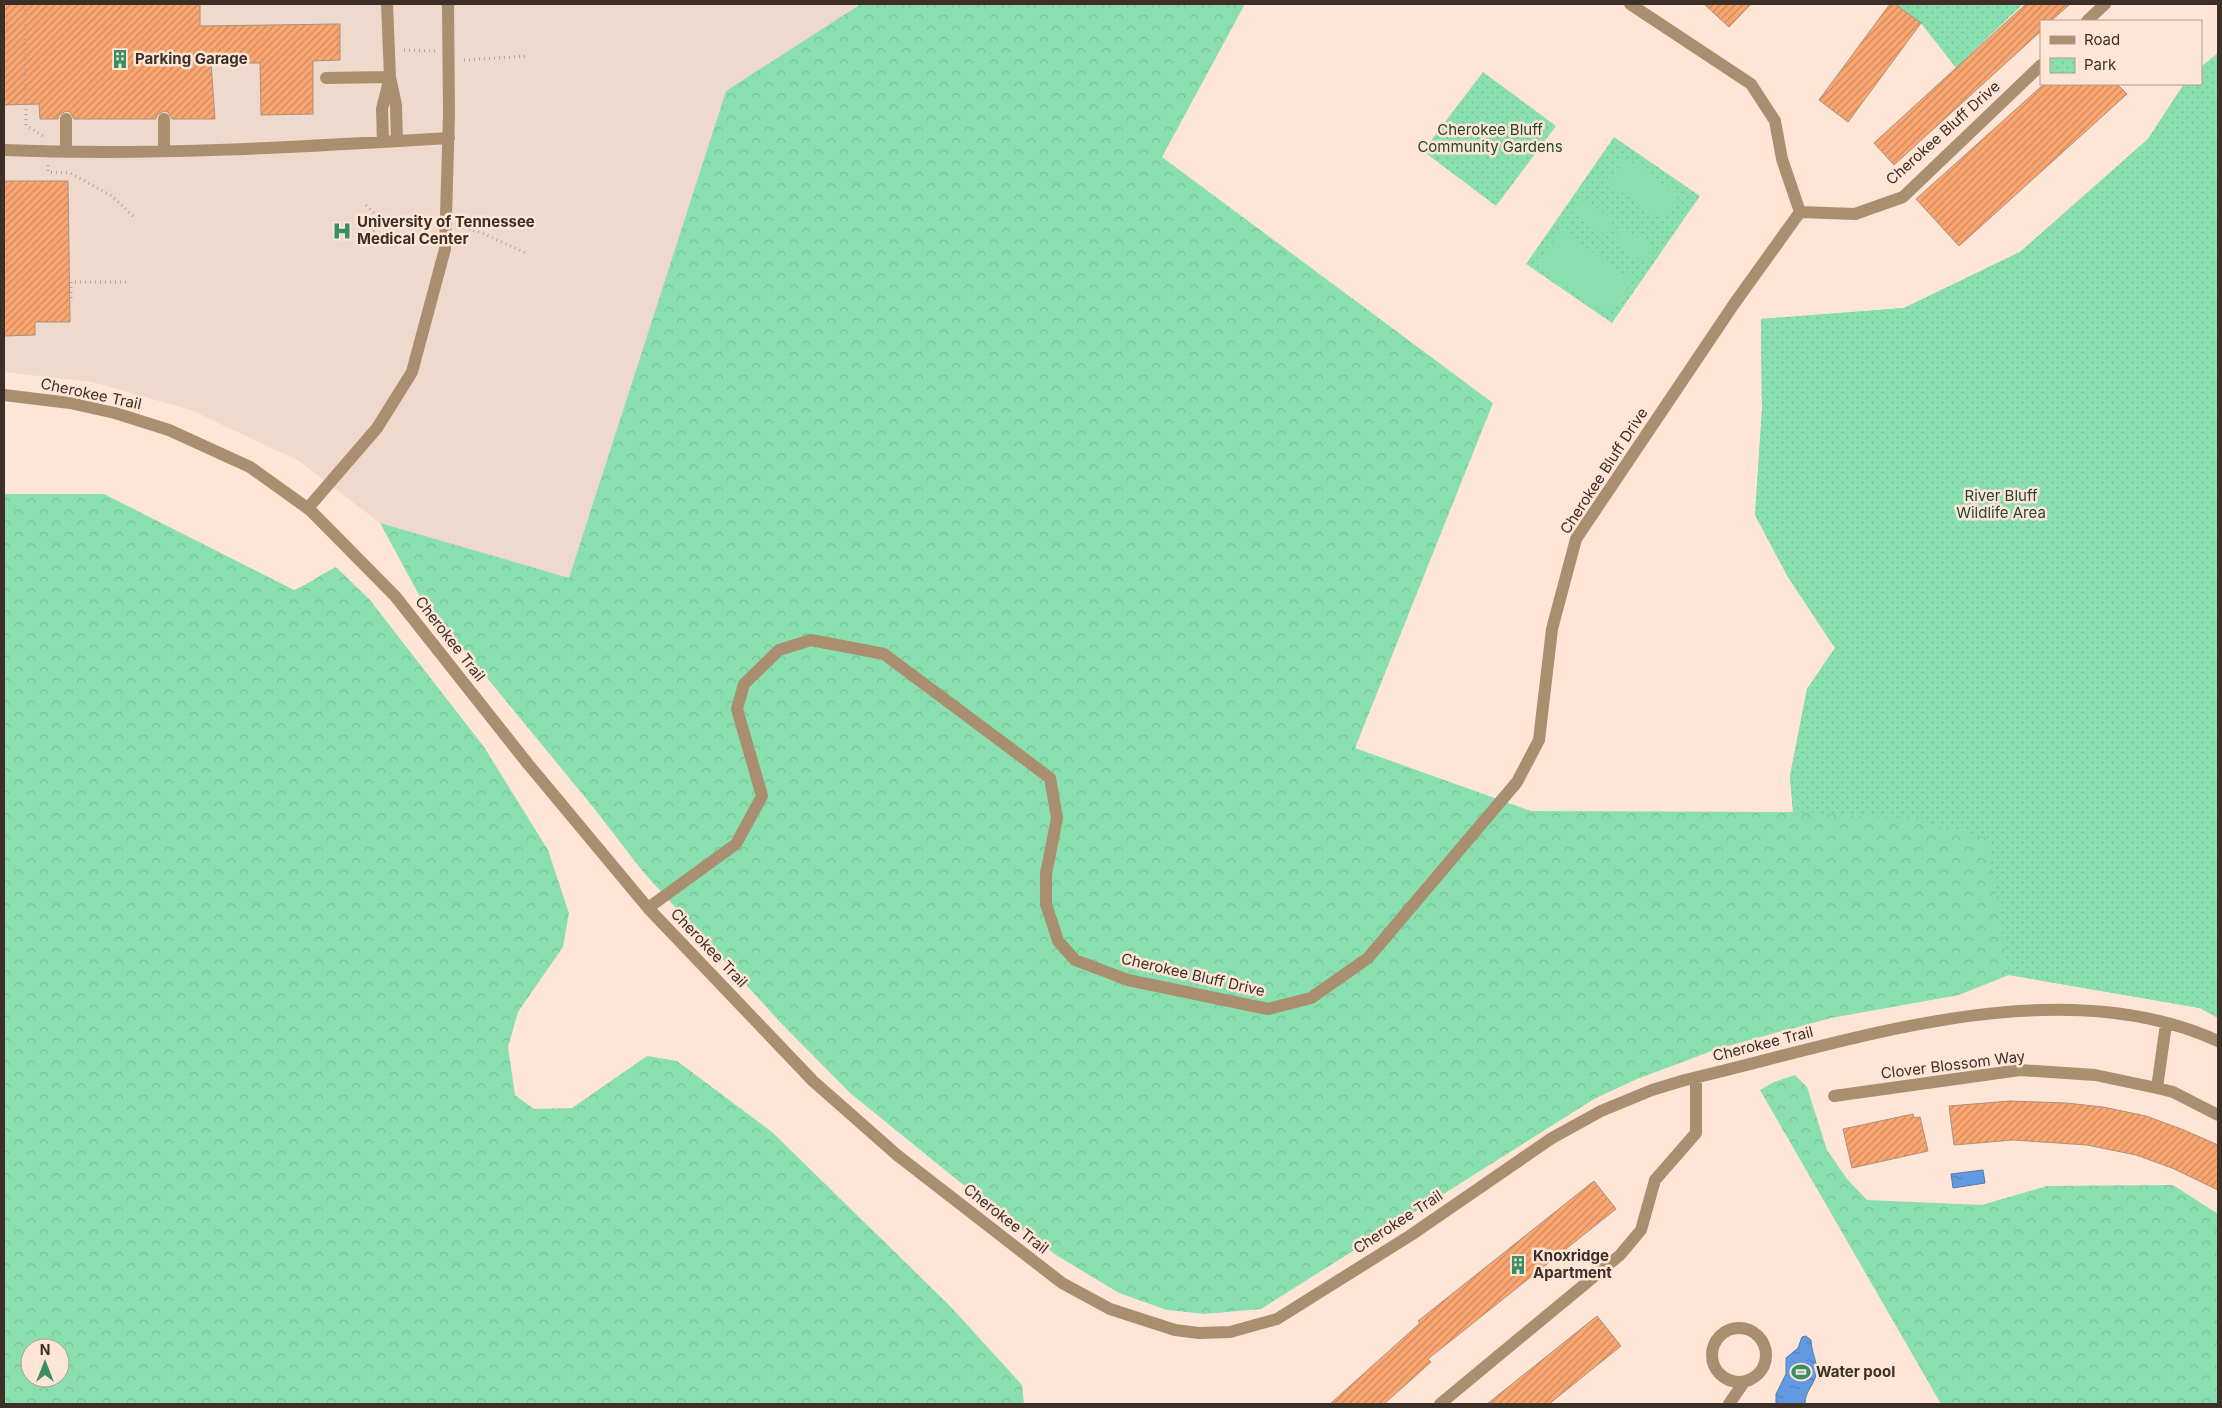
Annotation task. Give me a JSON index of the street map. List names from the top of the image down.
{
  "streets": {
    "street": ["Cherokee Bluff Drive", "Cherokee Trail", "Clover Blossom Way"]
  },
  "crossings": [
    ["Cherokee Bluff Drive", "Cherokee Trail"]
  ],
  "parks": ["Cherokee Bluff Community Gardens", "River Bluff Wildlife Area"],
  "places": {
    "building": ["Parking Garage", "Knoxridge Apartment"],
    "hospital": ["University of Tennessee Medical Center"],
    "sports": ["Water pool"]
  },
  "legend": ["Road", "Park"],
  "north": "top"
}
....................
WHAT YOU NEED TO DO> Give back the material above exactly as written, but omit the images.

TASK OUTPUT>
Annotation task. Give me a JSON index of the street map. List names from the top of the image down.
{
  "streets": {
    "street": ["Cherokee Bluff Drive", "Cherokee Trail", "Clover Blossom Way"]
  },
  "crossings": [
    ["Cherokee Bluff Drive", "Cherokee Trail"]
  ],
  "parks": ["Cherokee Bluff Community Gardens", "River Bluff Wildlife Area"],
  "places": {
    "building": ["Parking Garage", "Knoxridge Apartment"],
    "hospital": ["University of Tennessee Medical Center"],
    "sports": ["Water pool"]
  },
  "legend": ["Road", "Park"],
  "north": "top"
}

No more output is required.